● **Aim of the exercise**
Where a line of the data holds the word "body", copy that line.

Data section START

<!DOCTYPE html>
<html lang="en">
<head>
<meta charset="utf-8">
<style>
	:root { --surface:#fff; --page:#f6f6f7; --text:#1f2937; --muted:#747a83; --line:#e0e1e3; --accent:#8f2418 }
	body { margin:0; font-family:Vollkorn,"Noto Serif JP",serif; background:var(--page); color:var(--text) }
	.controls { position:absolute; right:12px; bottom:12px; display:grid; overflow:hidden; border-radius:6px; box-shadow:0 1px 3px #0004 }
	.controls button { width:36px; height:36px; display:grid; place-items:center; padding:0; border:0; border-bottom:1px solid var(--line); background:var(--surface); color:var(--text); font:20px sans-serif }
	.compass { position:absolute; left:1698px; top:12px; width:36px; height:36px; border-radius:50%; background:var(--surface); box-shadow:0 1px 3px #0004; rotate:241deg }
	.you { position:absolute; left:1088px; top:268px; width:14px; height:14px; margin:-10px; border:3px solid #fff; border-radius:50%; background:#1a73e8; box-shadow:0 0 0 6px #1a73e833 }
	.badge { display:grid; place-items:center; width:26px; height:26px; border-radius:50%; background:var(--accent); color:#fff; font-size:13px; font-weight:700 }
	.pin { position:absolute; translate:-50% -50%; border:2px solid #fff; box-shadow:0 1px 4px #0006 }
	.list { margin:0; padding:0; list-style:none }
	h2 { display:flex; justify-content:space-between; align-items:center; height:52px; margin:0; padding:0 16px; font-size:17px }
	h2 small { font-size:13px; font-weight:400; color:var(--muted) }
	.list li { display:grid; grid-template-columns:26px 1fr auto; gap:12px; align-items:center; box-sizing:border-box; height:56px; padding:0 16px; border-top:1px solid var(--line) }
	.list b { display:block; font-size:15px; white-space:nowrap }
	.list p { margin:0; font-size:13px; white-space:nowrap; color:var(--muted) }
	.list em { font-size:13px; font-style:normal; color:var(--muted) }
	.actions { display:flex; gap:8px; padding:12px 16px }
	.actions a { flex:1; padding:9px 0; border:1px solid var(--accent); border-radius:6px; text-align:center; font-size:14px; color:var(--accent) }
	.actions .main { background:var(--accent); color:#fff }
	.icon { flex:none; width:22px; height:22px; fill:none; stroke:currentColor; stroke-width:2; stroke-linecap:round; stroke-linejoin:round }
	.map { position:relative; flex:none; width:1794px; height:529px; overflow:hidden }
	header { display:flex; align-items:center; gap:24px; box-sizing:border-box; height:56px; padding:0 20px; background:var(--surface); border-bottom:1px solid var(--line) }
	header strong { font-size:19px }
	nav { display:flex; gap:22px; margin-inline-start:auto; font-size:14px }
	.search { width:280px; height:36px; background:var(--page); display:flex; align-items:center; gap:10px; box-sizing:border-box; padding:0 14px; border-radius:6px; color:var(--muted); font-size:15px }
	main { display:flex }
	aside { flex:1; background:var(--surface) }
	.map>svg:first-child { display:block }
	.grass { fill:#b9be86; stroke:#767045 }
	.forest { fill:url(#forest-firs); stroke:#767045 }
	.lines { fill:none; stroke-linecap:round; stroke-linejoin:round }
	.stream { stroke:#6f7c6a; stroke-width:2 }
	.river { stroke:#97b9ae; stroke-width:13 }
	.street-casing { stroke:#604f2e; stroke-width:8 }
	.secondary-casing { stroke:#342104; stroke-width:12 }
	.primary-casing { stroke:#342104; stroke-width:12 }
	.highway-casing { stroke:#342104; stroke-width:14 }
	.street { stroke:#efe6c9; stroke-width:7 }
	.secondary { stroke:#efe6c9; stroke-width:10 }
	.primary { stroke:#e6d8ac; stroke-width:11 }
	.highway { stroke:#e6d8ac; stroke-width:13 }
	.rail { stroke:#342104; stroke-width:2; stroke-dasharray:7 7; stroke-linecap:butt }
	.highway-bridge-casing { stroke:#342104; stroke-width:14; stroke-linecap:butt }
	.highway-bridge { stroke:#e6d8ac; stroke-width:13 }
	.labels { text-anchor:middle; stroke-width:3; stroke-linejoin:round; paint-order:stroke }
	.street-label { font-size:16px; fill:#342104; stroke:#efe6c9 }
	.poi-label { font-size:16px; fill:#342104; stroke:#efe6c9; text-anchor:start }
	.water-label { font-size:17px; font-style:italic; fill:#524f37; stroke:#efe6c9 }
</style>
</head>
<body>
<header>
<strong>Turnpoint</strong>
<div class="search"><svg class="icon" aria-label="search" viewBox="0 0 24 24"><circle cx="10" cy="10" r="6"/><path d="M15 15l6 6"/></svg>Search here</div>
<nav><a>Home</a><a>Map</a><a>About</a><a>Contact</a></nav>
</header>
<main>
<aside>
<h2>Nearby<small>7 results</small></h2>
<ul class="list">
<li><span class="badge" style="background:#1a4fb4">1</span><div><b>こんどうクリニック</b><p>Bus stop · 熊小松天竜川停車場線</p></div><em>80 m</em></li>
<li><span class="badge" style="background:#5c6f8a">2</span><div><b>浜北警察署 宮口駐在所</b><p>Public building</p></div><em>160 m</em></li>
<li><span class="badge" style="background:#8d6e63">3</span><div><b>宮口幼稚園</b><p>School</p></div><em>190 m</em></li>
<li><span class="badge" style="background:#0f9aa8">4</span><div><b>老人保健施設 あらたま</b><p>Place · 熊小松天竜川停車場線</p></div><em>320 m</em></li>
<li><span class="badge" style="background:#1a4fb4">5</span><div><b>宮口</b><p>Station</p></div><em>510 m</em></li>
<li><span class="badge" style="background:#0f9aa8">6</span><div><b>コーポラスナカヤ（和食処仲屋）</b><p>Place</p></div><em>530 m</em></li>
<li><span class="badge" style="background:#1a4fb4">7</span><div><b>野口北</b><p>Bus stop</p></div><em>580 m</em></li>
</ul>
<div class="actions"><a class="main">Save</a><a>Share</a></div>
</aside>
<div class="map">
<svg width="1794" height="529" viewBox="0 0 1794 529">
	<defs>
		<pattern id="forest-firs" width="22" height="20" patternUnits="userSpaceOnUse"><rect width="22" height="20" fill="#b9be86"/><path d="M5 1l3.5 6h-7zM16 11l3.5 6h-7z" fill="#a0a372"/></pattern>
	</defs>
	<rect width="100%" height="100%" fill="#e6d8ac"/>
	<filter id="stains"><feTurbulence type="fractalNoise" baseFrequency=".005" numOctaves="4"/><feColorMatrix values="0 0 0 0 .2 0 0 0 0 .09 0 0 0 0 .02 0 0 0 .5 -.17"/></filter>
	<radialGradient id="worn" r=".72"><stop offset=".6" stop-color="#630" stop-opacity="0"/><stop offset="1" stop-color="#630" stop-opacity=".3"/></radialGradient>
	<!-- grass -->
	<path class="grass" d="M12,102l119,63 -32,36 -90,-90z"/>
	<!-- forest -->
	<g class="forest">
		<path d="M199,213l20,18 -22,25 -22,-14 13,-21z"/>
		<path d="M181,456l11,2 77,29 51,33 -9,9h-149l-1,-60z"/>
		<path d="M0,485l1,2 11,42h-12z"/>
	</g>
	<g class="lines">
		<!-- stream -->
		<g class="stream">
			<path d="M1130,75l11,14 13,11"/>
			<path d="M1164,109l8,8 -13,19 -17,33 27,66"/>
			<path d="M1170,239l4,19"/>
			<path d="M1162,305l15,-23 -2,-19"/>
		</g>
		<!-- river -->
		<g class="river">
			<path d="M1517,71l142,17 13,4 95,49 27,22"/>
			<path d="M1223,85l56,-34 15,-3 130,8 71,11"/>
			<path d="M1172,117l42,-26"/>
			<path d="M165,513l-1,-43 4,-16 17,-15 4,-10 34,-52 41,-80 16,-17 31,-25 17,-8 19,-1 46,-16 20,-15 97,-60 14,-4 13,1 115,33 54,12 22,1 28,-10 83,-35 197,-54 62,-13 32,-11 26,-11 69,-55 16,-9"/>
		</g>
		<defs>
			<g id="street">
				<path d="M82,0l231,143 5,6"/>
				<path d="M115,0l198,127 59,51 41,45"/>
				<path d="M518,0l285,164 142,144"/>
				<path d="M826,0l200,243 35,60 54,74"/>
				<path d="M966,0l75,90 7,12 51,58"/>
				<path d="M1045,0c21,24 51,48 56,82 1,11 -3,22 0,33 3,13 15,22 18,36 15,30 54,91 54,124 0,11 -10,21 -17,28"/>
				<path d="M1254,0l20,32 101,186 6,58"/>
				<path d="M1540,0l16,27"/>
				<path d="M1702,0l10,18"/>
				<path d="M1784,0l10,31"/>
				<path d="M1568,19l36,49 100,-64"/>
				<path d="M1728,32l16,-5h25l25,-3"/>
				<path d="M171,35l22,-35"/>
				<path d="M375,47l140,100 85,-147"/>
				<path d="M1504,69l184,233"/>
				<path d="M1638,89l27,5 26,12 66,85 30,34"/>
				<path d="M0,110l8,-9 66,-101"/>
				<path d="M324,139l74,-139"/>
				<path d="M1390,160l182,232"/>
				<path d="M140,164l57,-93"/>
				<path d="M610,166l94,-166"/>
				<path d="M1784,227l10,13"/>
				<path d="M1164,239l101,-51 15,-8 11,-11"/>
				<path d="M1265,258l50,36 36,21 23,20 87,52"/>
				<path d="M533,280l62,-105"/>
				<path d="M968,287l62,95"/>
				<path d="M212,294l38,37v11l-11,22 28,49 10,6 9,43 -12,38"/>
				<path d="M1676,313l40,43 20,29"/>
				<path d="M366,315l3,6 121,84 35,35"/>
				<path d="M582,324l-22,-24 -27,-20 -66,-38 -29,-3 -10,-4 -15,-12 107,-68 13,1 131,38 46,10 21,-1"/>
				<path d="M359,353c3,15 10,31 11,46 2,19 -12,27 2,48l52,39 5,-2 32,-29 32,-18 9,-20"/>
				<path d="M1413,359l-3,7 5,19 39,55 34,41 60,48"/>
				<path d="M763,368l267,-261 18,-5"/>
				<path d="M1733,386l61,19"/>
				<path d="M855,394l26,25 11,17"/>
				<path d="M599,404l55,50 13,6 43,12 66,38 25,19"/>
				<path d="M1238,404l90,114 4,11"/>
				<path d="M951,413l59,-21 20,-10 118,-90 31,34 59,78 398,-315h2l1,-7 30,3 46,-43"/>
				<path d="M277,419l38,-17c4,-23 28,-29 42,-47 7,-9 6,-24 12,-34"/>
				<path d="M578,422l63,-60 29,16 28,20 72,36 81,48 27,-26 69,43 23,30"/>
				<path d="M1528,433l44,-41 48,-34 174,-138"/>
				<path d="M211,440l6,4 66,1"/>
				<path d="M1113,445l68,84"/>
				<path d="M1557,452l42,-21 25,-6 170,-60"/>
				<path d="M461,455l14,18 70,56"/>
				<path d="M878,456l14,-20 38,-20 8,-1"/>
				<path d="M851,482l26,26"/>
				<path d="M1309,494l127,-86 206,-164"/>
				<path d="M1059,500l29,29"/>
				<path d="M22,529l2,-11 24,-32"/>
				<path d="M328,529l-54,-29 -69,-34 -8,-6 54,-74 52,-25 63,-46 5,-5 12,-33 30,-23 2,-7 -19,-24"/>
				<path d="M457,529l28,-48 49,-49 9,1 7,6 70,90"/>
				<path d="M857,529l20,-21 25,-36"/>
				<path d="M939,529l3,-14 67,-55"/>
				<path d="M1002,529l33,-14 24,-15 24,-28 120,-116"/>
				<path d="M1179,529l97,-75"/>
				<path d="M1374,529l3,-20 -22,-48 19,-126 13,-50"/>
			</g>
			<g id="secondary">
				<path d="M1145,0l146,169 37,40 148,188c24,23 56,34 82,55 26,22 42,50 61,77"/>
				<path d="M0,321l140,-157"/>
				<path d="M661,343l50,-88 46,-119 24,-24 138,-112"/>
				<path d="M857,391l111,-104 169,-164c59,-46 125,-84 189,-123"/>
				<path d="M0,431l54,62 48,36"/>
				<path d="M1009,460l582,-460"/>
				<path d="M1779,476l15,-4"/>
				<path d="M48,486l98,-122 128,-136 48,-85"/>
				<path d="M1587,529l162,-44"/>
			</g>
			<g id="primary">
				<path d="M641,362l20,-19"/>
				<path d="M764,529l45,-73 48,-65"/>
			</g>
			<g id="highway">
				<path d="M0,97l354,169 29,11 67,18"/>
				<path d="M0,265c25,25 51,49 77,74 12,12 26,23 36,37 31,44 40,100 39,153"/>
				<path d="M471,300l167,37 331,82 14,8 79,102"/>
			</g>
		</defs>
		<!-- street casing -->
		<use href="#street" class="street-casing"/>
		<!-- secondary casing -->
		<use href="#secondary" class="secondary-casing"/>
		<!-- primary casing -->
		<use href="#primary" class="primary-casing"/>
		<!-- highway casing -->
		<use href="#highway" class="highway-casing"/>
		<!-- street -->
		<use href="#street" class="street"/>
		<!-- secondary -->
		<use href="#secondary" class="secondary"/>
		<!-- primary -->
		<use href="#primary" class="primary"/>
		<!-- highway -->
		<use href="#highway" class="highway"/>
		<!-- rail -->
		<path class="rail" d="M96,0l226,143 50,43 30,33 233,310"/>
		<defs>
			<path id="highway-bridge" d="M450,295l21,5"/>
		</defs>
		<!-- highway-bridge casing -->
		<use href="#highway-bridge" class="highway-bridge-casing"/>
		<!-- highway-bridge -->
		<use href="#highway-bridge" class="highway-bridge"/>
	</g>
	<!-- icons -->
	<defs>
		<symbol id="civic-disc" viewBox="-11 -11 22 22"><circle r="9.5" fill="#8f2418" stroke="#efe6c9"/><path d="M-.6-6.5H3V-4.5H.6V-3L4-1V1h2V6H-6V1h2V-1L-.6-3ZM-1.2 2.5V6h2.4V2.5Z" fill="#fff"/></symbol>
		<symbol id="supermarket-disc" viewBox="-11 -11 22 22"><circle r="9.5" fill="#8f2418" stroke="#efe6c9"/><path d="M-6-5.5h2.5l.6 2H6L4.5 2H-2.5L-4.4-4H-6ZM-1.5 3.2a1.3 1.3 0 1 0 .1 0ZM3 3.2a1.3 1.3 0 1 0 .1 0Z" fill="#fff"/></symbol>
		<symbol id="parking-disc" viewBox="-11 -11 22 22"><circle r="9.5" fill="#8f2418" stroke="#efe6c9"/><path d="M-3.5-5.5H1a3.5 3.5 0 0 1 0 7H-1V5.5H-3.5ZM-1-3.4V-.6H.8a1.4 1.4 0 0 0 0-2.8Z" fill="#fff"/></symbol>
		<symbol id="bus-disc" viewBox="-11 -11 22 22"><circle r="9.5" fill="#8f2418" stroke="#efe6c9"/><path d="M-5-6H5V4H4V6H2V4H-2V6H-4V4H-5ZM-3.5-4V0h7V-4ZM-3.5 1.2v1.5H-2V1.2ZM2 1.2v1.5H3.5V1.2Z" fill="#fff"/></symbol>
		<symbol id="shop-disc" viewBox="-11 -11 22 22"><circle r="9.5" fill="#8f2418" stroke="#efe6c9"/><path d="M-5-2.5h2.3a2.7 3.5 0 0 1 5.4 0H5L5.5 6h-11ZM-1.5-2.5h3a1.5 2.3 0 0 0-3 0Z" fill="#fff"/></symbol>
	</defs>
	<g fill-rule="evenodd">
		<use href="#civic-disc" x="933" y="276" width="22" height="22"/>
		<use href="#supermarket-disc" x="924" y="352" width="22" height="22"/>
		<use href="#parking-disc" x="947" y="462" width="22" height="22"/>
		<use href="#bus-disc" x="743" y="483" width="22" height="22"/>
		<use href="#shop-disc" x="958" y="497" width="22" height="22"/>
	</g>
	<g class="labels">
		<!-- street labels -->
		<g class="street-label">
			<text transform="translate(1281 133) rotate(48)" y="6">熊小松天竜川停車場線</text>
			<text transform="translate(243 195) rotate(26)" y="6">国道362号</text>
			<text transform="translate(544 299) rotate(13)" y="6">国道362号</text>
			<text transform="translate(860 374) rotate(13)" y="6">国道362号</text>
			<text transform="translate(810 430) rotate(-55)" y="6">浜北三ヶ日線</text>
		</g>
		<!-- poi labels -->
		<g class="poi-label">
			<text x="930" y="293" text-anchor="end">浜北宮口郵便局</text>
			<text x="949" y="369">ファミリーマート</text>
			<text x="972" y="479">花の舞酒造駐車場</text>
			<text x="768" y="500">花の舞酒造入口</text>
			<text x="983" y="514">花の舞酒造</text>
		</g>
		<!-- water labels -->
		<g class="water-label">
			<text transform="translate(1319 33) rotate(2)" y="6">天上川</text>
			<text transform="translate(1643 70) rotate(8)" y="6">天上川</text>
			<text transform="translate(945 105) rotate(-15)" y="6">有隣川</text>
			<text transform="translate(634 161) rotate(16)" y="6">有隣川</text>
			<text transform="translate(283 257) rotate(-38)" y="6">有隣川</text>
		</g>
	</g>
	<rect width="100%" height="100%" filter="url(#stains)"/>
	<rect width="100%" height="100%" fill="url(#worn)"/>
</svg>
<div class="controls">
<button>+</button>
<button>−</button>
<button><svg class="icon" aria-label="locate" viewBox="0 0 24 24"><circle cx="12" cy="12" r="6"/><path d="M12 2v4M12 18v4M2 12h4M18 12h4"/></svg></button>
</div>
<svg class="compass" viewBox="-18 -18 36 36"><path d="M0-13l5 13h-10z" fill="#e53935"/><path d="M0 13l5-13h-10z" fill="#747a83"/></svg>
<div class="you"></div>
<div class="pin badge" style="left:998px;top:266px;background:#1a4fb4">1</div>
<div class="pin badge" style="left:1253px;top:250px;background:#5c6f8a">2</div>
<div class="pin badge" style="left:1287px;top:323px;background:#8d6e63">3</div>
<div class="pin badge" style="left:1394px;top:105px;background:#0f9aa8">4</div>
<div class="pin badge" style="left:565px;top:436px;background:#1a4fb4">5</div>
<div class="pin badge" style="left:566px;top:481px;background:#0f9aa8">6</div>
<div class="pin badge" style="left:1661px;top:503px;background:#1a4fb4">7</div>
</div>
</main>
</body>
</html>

Data section END

● **Solved problem**
	body { margin:0; font-family:Vollkorn,"Noto Serif JP",serif; background:var(--page); color:var(--text) }
<body>
</body>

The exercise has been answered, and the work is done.